## ABOUT THIS TASK
Would you write out, word for word, each line of the records below from the top through the one holding "-10px;border-radius:9px;box-shadow:0 0 5px"?

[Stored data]

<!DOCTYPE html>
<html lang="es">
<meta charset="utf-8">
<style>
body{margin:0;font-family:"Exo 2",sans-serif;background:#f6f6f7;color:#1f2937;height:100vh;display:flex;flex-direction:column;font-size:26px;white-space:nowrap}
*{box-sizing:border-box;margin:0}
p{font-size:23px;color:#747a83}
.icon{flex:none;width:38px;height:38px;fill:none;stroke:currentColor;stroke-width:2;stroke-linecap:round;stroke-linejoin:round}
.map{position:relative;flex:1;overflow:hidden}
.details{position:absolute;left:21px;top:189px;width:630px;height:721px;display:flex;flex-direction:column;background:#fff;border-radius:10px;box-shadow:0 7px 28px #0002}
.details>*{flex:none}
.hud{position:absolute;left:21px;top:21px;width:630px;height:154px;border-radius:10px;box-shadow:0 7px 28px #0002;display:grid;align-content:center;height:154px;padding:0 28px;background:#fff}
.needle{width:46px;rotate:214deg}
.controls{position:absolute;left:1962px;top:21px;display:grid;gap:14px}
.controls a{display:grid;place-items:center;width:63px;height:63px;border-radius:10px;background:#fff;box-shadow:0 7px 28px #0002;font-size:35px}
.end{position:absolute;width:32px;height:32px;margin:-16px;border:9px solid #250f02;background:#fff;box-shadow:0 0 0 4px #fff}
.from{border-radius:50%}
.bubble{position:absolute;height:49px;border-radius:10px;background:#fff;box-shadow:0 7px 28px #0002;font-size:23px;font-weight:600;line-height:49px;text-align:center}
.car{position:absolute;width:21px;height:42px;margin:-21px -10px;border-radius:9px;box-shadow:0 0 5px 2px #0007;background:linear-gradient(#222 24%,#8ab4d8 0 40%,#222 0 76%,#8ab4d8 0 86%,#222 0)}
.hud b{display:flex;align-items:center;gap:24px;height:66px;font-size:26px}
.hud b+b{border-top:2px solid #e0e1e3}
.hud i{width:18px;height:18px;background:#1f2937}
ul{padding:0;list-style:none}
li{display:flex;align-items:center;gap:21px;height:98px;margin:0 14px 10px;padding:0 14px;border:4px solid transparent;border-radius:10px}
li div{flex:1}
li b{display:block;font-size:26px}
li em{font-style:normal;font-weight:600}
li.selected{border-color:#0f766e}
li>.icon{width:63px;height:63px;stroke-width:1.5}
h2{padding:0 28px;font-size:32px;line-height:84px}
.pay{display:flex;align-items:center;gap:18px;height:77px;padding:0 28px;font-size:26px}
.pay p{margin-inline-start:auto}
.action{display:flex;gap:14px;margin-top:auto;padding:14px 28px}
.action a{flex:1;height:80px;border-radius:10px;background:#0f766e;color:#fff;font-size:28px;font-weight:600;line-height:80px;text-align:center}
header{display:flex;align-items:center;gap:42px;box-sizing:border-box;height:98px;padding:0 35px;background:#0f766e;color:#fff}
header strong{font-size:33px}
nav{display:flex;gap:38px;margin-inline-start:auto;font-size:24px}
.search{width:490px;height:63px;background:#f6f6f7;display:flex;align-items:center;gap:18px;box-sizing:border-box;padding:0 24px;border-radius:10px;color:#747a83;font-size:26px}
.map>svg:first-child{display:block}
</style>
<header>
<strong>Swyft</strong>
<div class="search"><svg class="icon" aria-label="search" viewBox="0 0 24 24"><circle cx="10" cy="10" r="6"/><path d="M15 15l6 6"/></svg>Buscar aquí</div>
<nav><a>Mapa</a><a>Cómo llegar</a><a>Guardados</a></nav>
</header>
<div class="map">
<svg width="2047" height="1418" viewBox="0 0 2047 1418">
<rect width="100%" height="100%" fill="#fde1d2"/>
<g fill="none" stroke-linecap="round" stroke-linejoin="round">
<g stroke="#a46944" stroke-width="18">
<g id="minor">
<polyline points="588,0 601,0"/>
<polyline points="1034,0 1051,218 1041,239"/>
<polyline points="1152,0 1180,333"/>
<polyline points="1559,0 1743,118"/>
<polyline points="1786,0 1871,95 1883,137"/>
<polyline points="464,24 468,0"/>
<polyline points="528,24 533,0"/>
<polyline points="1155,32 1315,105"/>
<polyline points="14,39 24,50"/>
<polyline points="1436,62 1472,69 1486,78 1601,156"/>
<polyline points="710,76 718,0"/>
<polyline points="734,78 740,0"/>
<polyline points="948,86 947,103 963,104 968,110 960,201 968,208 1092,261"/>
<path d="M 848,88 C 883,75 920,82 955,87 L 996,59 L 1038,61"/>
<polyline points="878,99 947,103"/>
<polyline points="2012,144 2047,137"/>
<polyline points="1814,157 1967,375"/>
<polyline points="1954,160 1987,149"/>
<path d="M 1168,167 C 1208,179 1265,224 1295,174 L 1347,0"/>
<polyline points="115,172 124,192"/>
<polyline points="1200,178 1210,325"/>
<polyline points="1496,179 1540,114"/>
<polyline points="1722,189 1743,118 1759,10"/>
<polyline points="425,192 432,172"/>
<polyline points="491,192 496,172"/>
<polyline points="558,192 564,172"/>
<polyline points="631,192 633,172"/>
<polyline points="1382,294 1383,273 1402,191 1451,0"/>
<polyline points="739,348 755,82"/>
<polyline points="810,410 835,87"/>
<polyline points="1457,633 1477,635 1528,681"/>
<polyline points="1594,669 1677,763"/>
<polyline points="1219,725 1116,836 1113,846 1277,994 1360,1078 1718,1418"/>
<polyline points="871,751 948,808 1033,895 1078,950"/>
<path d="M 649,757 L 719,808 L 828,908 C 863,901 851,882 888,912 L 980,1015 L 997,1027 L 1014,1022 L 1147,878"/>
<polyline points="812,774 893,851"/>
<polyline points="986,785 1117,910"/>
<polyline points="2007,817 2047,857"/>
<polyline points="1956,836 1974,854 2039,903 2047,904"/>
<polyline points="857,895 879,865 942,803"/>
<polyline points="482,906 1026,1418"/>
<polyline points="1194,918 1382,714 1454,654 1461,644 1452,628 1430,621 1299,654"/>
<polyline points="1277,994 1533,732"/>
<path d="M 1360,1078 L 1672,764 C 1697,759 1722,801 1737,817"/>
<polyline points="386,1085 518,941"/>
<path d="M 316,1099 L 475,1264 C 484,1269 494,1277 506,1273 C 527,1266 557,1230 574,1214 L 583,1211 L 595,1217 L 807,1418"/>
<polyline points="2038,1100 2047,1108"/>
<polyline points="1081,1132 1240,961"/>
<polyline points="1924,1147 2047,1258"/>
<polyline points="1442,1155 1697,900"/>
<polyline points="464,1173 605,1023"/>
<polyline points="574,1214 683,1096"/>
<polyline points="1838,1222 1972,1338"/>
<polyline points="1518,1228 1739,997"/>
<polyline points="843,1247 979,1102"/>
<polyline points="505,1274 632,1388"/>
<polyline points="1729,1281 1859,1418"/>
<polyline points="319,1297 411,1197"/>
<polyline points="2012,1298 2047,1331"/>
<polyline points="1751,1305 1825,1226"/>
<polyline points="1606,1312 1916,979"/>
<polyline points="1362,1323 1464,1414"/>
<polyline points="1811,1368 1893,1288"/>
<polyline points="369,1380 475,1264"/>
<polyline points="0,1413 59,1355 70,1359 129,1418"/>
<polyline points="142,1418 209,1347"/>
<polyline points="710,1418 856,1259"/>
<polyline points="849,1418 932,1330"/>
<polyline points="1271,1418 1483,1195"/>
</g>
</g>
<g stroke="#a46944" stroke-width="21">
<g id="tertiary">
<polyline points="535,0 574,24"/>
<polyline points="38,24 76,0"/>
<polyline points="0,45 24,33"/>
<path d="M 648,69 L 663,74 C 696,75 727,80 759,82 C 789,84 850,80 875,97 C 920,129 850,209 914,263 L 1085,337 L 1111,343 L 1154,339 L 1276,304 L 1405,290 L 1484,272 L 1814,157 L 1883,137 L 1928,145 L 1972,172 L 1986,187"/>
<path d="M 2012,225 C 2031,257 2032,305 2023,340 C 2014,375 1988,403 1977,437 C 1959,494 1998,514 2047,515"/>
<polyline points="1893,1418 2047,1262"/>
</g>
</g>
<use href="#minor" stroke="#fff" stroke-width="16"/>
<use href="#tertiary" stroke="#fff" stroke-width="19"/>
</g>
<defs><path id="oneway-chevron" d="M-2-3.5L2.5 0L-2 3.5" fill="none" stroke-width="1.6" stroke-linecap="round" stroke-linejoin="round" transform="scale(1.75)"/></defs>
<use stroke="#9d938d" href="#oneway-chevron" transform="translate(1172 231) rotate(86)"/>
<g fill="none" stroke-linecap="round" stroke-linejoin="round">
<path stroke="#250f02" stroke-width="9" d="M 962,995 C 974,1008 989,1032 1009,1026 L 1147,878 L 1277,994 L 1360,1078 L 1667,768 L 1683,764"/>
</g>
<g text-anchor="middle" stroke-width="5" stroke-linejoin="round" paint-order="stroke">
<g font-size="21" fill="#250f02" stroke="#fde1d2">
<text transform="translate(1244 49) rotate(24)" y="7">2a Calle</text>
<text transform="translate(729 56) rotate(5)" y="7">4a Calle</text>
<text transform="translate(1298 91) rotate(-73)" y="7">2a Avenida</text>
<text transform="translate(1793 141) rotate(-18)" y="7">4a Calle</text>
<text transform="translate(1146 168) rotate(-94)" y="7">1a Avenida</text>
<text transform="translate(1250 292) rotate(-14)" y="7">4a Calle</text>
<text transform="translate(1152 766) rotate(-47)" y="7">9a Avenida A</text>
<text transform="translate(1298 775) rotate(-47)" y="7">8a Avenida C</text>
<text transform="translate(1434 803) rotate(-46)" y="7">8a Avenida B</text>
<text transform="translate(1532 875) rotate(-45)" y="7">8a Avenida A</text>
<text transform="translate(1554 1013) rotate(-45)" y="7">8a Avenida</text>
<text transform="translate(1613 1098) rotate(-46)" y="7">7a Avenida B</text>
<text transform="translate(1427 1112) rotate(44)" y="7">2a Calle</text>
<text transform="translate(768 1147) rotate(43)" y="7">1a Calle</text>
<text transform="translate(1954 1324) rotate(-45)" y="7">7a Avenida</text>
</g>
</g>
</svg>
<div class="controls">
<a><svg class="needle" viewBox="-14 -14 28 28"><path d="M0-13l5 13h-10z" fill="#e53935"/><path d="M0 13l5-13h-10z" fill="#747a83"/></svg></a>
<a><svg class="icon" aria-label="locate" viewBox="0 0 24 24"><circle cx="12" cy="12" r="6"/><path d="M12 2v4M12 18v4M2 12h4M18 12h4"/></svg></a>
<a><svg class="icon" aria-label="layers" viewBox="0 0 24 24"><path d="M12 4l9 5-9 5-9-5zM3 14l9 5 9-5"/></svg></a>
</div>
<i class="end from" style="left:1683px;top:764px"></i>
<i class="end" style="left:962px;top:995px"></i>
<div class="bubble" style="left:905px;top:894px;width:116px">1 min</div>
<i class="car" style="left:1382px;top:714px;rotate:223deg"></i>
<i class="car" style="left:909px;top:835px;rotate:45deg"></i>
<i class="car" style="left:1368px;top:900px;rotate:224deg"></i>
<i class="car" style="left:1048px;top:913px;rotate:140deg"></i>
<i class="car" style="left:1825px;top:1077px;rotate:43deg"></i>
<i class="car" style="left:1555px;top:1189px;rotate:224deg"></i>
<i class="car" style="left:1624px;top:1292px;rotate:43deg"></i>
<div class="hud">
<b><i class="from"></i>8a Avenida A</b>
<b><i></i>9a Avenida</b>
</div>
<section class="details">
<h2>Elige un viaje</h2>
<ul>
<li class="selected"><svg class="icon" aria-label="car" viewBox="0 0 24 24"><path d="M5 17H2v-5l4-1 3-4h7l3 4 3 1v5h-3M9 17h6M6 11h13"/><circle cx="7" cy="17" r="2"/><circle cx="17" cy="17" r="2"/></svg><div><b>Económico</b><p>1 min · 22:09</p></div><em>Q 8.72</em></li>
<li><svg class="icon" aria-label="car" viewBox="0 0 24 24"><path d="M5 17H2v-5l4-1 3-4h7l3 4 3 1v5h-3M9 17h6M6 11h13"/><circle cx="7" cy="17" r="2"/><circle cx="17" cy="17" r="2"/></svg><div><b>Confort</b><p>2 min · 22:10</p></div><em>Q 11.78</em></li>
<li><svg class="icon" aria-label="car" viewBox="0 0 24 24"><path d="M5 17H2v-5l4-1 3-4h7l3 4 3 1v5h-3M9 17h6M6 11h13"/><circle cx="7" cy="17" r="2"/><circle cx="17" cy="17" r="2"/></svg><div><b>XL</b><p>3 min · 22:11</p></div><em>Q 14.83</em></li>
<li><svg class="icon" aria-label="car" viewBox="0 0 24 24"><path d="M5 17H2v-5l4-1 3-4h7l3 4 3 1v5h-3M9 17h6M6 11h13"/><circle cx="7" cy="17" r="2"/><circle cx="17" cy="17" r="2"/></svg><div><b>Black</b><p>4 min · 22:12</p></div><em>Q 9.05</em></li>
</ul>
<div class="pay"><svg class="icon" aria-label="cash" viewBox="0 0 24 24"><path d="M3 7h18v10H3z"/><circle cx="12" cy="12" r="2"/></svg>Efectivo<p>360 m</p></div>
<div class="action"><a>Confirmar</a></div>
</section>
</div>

## EXPECTED OUTPUT
<!DOCTYPE html>
<html lang="es">
<meta charset="utf-8">
<style>
body{margin:0;font-family:"Exo 2",sans-serif;background:#f6f6f7;color:#1f2937;height:100vh;display:flex;flex-direction:column;font-size:26px;white-space:nowrap}
*{box-sizing:border-box;margin:0}
p{font-size:23px;color:#747a83}
.icon{flex:none;width:38px;height:38px;fill:none;stroke:currentColor;stroke-width:2;stroke-linecap:round;stroke-linejoin:round}
.map{position:relative;flex:1;overflow:hidden}
.details{position:absolute;left:21px;top:189px;width:630px;height:721px;display:flex;flex-direction:column;background:#fff;border-radius:10px;box-shadow:0 7px 28px #0002}
.details>*{flex:none}
.hud{position:absolute;left:21px;top:21px;width:630px;height:154px;border-radius:10px;box-shadow:0 7px 28px #0002;display:grid;align-content:center;height:154px;padding:0 28px;background:#fff}
.needle{width:46px;rotate:214deg}
.controls{position:absolute;left:1962px;top:21px;display:grid;gap:14px}
.controls a{display:grid;place-items:center;width:63px;height:63px;border-radius:10px;background:#fff;box-shadow:0 7px 28px #0002;font-size:35px}
.end{position:absolute;width:32px;height:32px;margin:-16px;border:9px solid #250f02;background:#fff;box-shadow:0 0 0 4px #fff}
.from{border-radius:50%}
.bubble{position:absolute;height:49px;border-radius:10px;background:#fff;box-shadow:0 7px 28px #0002;font-size:23px;font-weight:600;line-height:49px;text-align:center}
.car{position:absolute;width:21px;height:42px;margin:-21px -10px;border-radius:9px;box-shadow:0 0 5px 2px #0007;background:linear-gradient(#222 24%,#8ab4d8 0 40%,#222 0 76%,#8ab4d8 0 86%,#222 0)}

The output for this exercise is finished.